Ask HN: how long should the recruiting process take? - andrewstuart

How long do you think the recruiting process should take, from the time you first submit your resume, until the day you are offered the job verbally?
======
tptacek
Weeks. Figure most people's processes break down into 3 phases:

(1) Pre-screening/qualification/bucketing

(2) Phone screens and online interviews

(3) On-site interviews

Each phase takes N days. The hand-off between each pair of phases takes time.
Phase (1) has the built-in lag of you sending something and it getting to the
top of someone's pile. Phases (2) and (3) involve coordinating schedules with
you and with interviewers. Phase (3) involves making sure the whole hiring
team is available to interview you. All three phases may involve a group
decision-making exercise of some sort.

If you budgeted a week to each of these phases you wouldn't be too far off.
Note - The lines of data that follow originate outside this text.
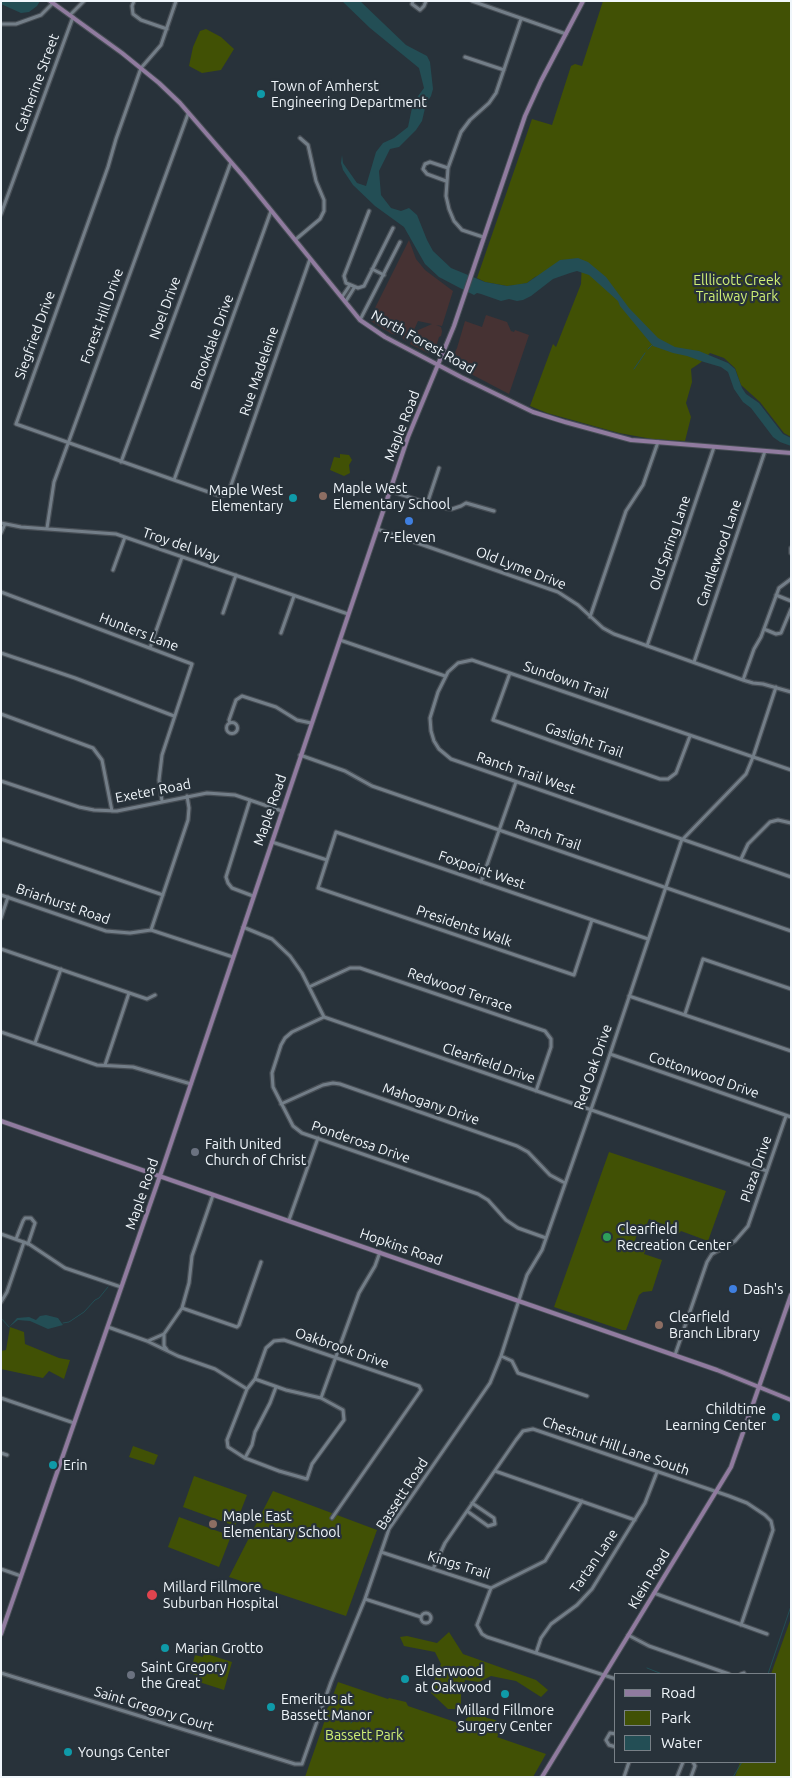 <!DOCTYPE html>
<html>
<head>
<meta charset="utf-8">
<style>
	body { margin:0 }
	#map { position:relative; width:792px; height:1778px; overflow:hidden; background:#28323a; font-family:Ubuntu,sans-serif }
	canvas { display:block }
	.frame { position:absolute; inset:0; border:2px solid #f0f6fb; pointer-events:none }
	.legend { position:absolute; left:614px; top:1673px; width:162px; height:90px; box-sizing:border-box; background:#28323a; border:1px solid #788087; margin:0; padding:6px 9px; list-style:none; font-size:15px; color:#f0f6fb }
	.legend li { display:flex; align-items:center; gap:10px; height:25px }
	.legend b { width:25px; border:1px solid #788087 }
</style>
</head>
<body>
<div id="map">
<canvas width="792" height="1778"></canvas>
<div class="frame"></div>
<ul class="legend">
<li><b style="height:6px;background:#907b9f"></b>Road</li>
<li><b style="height:14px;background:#415105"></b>Park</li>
<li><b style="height:14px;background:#234e55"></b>Water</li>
</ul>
</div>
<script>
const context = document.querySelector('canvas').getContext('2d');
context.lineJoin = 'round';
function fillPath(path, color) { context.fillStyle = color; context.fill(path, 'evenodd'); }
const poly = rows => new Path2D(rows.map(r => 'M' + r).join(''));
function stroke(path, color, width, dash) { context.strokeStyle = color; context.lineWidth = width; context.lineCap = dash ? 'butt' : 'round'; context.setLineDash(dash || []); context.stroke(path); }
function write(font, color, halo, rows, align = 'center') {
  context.font = font + ' Ubuntu,sans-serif'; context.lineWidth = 4.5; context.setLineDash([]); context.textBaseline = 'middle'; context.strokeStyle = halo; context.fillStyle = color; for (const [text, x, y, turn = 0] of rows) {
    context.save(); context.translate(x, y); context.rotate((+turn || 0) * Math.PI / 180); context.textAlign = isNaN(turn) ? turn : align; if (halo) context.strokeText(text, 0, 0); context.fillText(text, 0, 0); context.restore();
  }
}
fillPath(poly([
	[409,240,416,259,425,270,453,291,442,326,436,325,441,327,442,331,441,336,439,337,435,350,429,350,428,353,410,344,416,331,432,324,418,321,410,339,407,339,406,341,400,336,401,333,398,335,392,334,369,320],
	[486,315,507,322,511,331,514,332,515,330,529,335,509,394,450,363,457,348,465,321,482,327]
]), '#463233');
fillPath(poly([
	[603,1,791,1,791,437,784,433,760,402,741,385,735,368,724,358,710,353,700,363,691,369,692,382,686,403,691,417,685,441,652,439,619,433,547,413,530,406,553,344,556,347,581,284,582,260,535,277,527,283,518,285,507,286,485,282,477,278,532,119,552,125,571,66,575,64,582,66],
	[206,29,221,37,234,49,221,70,202,73,189,66,193,47,200,31],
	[340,454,349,455,352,460,349,465,350,473,344,476,330,470,334,457,340,458],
	[609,1152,726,1191,708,1241,681,1231,678,1234,673,1232,668,1226,649,1219,645,1229,639,1228,632,1250,638,1252,640,1246,646,1248,644,1254,662,1260,652,1291,643,1292,639,1295,626,1330,622,1330,554,1307],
	[10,1327,24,1332,25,1344,59,1358,70,1360,64,1379,49,1371,43,1378,1,1369,1,1351,6,1350],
	[133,1446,158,1455,154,1465,129,1457],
	[194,1476,247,1495,235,1526,183,1507],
	[273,1491,377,1530,346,1616,229,1577],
	[179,1517,231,1536,219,1567,168,1547],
	[791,1618,791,1777,735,1777,740,1762,776,1762,776,1674,771,1674],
	[449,1632,463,1654,536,1680,548,1690,541,1697,516,1681,491,1676,479,1682,465,1680,461,1693,461,1709,448,1709,431,1693,436,1675,441,1664,435,1652,404,1646,400,1637,407,1636,437,1643],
	[204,1653,232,1662,224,1690,196,1681,198,1676,190,1673,195,1655,203,1657],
	[338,1682,388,1699,389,1698,406,1702,408,1706,467,1726,467,1724,464,1721,475,1710,478,1710,487,1718,496,1720,500,1733,497,1737,546,1754,533,1777,305,1777,326,1717,325,1712,329,1706]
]), '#415105');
fillPath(poly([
	[1,1,40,1,37,6,29,12,21,13,1,4],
	[342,1,360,1,406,45,427,56,430,62,433,89,431,96,426,104,422,121,416,130,399,147,390,149,379,171,381,195,391,208,401,211,409,208,417,215,427,240,433,251,451,268,485,282,507,286,527,283,560,260,578,258,588,262,606,277,629,308,658,338,675,347,699,351,728,363,735,369,742,388,746,394,759,403,783,434,791,438,791,446,780,442,773,437,751,408,743,402,734,389,728,372,721,367,704,362,687,356,673,353,653,346,620,306,618,301,589,275,577,271,570,273,553,279,531,296,523,300,517,301,509,299,501,301,481,294,477,293,474,295,458,287,439,277,425,264,404,227,375,206,353,185,343,170,341,163,342,155,343,163,357,183,366,186,376,152,383,143,394,138,408,127,413,103,424,88,419,68,370,28],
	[46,1315,58,1318,63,1325,48,1329,30,1321,18,1320,9,1327,17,1318,29,1317,36,1320,40,1316]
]), '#234e55');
stroke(poly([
	[648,349,653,344],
	[634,369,645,353],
	[1,1318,9,1327],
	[63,1323,69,1322,84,1312,95,1300,99,1298,108,1287],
	[647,1668,662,1674],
	[768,1674,791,1606],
	[351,1723,359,1710],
	[733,1777,742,1762]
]), '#234e55', 1);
const street = poly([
	[134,1,132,6,133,14,141,20,167,29],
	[176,1,161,45,141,68,116,139,108,167,16,424,174,480,220,496,225,495,229,491,310,259],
	[413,1,412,4,420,10,424,6,426,1],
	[472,1,566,34],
	[70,15,84,1],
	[1,24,16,24,41,15,53,3],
	[465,57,504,70],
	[446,181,427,174,423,169,425,164,430,162,448,168],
	[369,211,344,276,346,283,358,288,364,286,393,228],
	[1,214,73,17],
	[483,237,462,230,454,221,449,209,446,196,448,168,461,132,470,120,489,103,496,93,521,19],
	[295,240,320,219,324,211,324,200,316,181,308,145,300,138],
	[372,269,384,275],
	[342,297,350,285],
	[346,301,354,288],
	[360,320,400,242],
	[121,462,231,162],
	[174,480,271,211],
	[390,491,443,508,452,509,461,506,466,503,494,511],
	[427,504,439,468],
	[1,523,21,527,116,534,348,614],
	[47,528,54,482,188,114],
	[377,529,558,592,578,605,603,628,614,634,743,680,753,683,763,684,791,692],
	[1,533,5,524],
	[791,548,791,553],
	[113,570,125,537],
	[1,592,192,664,162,755,159,780,162,801],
	[776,595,791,601],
	[223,613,236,575],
	[590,617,626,511,643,485,658,442],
	[764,629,776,634,781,633,791,609],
	[281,633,294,596],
	[340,640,445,676],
	[647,646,714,447],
	[150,648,182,557],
	[1,653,75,678,174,716],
	[694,662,765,451],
	[510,673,493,720,594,756,660,779,668,779,676,773,690,736],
	[743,680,754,649,761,637,779,588,791,579],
	[1,714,93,748,102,760,112,811],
	'226.5 728a5.5 5.5 0 1 1 11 0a5.5 5.5 0 1 1-11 0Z',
	[230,723,229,720,236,700,242,696,276,707,297,720,311,723],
	[300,755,345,771,372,786,791,931],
	[791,770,472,660,458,663,448,672,438,692,430,718,431,731,434,741,439,749,451,759,791,877],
	[1,781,79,807,94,810,117,811,207,793,235,795,282,811],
	[250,800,226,877,228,883,232,888,253,896],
	[1,839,163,895],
	[683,839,746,774,753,757,776,687],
	[272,842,327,860],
	[741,859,748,844,770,822,778,820,791,823],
	[481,882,516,782],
	[1,895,106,931,130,933,151,930,233,957],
	[1,918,8,897],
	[592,920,574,975,318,888,336,832,648,939],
	[243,927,272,939,290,956,302,973,324,1017,767,1171],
	[151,930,188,820,189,808,187,796],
	[1,949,147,999,155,995],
	[309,987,350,968,360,968,545,1031,551,1039,551,1047,536,1091],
	[629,996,791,1051],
	[685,1014,703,959,791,989],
	[324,1017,292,1032,285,1038,281,1045,272,1073,273,1087,293,1126,302,1133,478,1194,488,1200,506,1220,518,1228,546,1238],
	[1,1032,97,1065,133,1067,191,1084],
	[35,1043,61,969],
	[610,1054,791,1117],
	[105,1065,129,993],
	[281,1104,323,1085,333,1083,340,1084,517,1146,528,1152,550,1175,565,1183],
	[289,1220,318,1138],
	[1,1234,29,1244,65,1268,121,1287],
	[16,1239,23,1221,25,1218,31,1218,35,1223,28,1244],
	[1,1302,7,1292,24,1242],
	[182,1308,237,1327,239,1325,261,1262],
	[108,1327,147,1341,178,1356,215,1369,247,1389,255,1379,266,1348,274,1341,284,1340,419,1386,421,1390,332,1518],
	[164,1335,164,1346,167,1350],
	[148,1341,164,1334,182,1308,189,1283,192,1256,213,1195],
	[675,1355,707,1262,712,1254,735,1241,748,1226,786,1116],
	[501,1356,512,1361,518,1373,587,1396],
	[247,1389,227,1440,228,1447,245,1458,279,1471,307,1479,312,1464,344,1420,343,1410,321,1398,286,1390,255,1379],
	[1,1398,74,1423],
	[321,1398,359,1293,375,1266,380,1252],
	[1,1453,7,1455],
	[245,1458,252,1445,255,1432,270,1403,276,1387],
	[495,1471,635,1520],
	[467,1511,488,1526,495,1524,494,1518,472,1503],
	[381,1552,491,1588],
	[1,1569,21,1576],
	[433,1569,445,1543,516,1440,523,1431,533,1429,729,1496,747,1503,765,1515,771,1521,773,1530,741,1625],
	[491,1588,477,1625,482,1634,487,1637,616,1679],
	[491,1588,545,1561,582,1501],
	[654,1593,767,1634],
	[365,1599,421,1617],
	'421 1618a5 5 0 1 1 10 0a5 5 0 1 1-10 0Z',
	[628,1635,649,1646,729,1674],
	[536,1653,541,1638,551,1624,577,1605,592,1589,645,1503,657,1472],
	[1,1673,295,1764,302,1764,331,1682,365,1599,389,1529,490,1383,501,1356,527,1275,542,1250,603,1075,682,839],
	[741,1674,744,1673],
	[616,1734,610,1733,606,1740,609,1745,616,1747],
	[624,1777,629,1762],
	[677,1777,683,1762],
	[691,1777,695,1766,693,1762]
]);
const secondary = poly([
	[50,1,122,53,159,83,180,103,244,177,360,320,385,337,461,377,533,412,565,422,631,440,791,453],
	[1,1121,717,1370,791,1400],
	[1,1634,163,1167,408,437,454,326,525,116,541,81,583,1],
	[542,1777,731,1467,791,1295]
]);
stroke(street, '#474e55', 5.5);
stroke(secondary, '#474e55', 6);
stroke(street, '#737e88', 3);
stroke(secondary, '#907b9f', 4);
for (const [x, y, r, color] of [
	[261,94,5,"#0f9aa8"],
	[323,496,5,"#8d6e63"],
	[293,498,5,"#0f9aa8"],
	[409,521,5,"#3f7fe0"],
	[195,1152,5,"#6b7280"],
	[607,1237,5,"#2e9e5b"],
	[733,1289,5,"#3f7fe0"],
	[659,1325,5,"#8d6e63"],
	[776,1417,5,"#0f9aa8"],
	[53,1465,5,"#0f9aa8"],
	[213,1524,5,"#8d6e63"],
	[152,1595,6,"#e0444e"],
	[165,1648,5,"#0f9aa8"],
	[131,1675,5,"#6b7280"],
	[405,1679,5,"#0f9aa8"],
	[505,1694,5,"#0f9aa8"],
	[271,1707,5,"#0f9aa8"],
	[68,1752,5,"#0f9aa8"]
]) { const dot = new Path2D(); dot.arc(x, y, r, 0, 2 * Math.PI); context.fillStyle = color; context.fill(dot); stroke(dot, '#28323a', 2); }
write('14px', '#f0f6fb', '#28323a', [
	["Catherine Street",37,83,-70],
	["Noel Drive",165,308,-70],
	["Forest Hill Drive",102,316,-70],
	["Siegfried Drive",35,335,-70],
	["Brookdale Drive",212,342,-70],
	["North Forest Road",423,342,29],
	["Rue Madeleine",259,371,-71],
	["Maple Road",402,426,-69],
	["Old Spring Lane",670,543,-71],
	["Troy del Way",181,545,19],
	["Candlewood Lane",719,553,-71],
	["Old Lyme Drive",521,568,21],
	["Hunters Lane",139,632,21],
	["Sundown Trail",566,680,19],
	["Gaslight Trail",584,740,19],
	["Ranch Trail West",526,773,19],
	["Exeter Road",153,791,-11],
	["Maple Road",270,810,-71],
	["Ranch Trail",548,835,19],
	["Foxpoint West",482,870,19],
	["Briarhurst Road",63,904,19],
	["Presidents Walk",464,926,19],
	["Redwood Terrace",460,990,19],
	["Clearfield Drive",489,1063,19],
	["Red Oak Drive",593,1067,-71],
	["Cottonwood Drive",704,1075,19],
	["Mahogany Drive",431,1104,19],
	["Ponderosa Drive",361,1142,19],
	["Plaza Drive",756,1169,-71],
	["Maple Road",142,1194,-71],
	["Hopkins Road",401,1247,19],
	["Oakbrook Drive",342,1348,19],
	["Chestnut Hill Lane South",616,1446,19],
	["Bassett Road",402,1494,-57],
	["Tartan Lane",594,1561,-56],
	["Kings Trail",459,1565,17],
	["Klein Road",649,1579,-59],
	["Saint Gregory Court",154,1709,17]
]);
write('14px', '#f0f6fb', '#28323a', [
	["Town of Amherst",271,86],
	["Engineering Department",271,102],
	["Maple West",333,488],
	["Elementary School",333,504],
	["Maple West",283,490,"right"],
	["Elementary",283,506,"right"],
	["7-Eleven",409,537,"center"],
	["Faith United",205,1144],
	["Church of Christ",205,1160],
	["Clearfield",617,1229],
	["Recreation Center",617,1245],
	["Dash's",743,1289],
	["Clearfield",669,1317],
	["Branch Library",669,1333],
	["Childtime",766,1409,"right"],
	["Learning Center",766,1425,"right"],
	["Erin",63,1465],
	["Maple East",223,1516],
	["Elementary School",223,1532],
	["Millard Fillmore",163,1587],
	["Suburban Hospital",163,1603],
	["Marian Grotto",175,1648],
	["Saint Gregory",141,1667],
	["the Great",141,1683],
	["Elderwood",415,1671],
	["at Oakwood",415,1687],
	["Emeritus at",281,1699],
	["Bassett Manor",281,1715],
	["Millard Fillmore",505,1710,"center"],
	["Surgery Center",505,1726,"center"],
	["Youngs Center",78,1752]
], 'left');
write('14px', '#cfef75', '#28323a', [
	["Elllicott Creek",737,280],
	["Trailway Park",737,296],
	["Bassett Park",364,1735]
]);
</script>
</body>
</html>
If you need the process to go faster or fit your schedule, ask! It's a sellers
market, and an employer that can't show some flex (or at least talk reasonably
about their constraints) is sending you a valuable signal.

------
staunch
A few days to schedule an interview upon receipt of your resume. Interview
within current or following week. Rejection or offer within a few days of
interview. Start date within 2 weeks.

Days = business days. Weekends can stretch things out. Ideally at most a month
from resume submission to chair-buttocks contact.

------
devb0x
Yeah I've had weeks be normal. And days too. Sometimes its company procedure,
sometimes it's just normal for things in either scenario.

------
informatimago
Anything from 5 minutes (not to say 0 seconds) to ten years. Of course, if
you're in the later situation, don't burn bridges!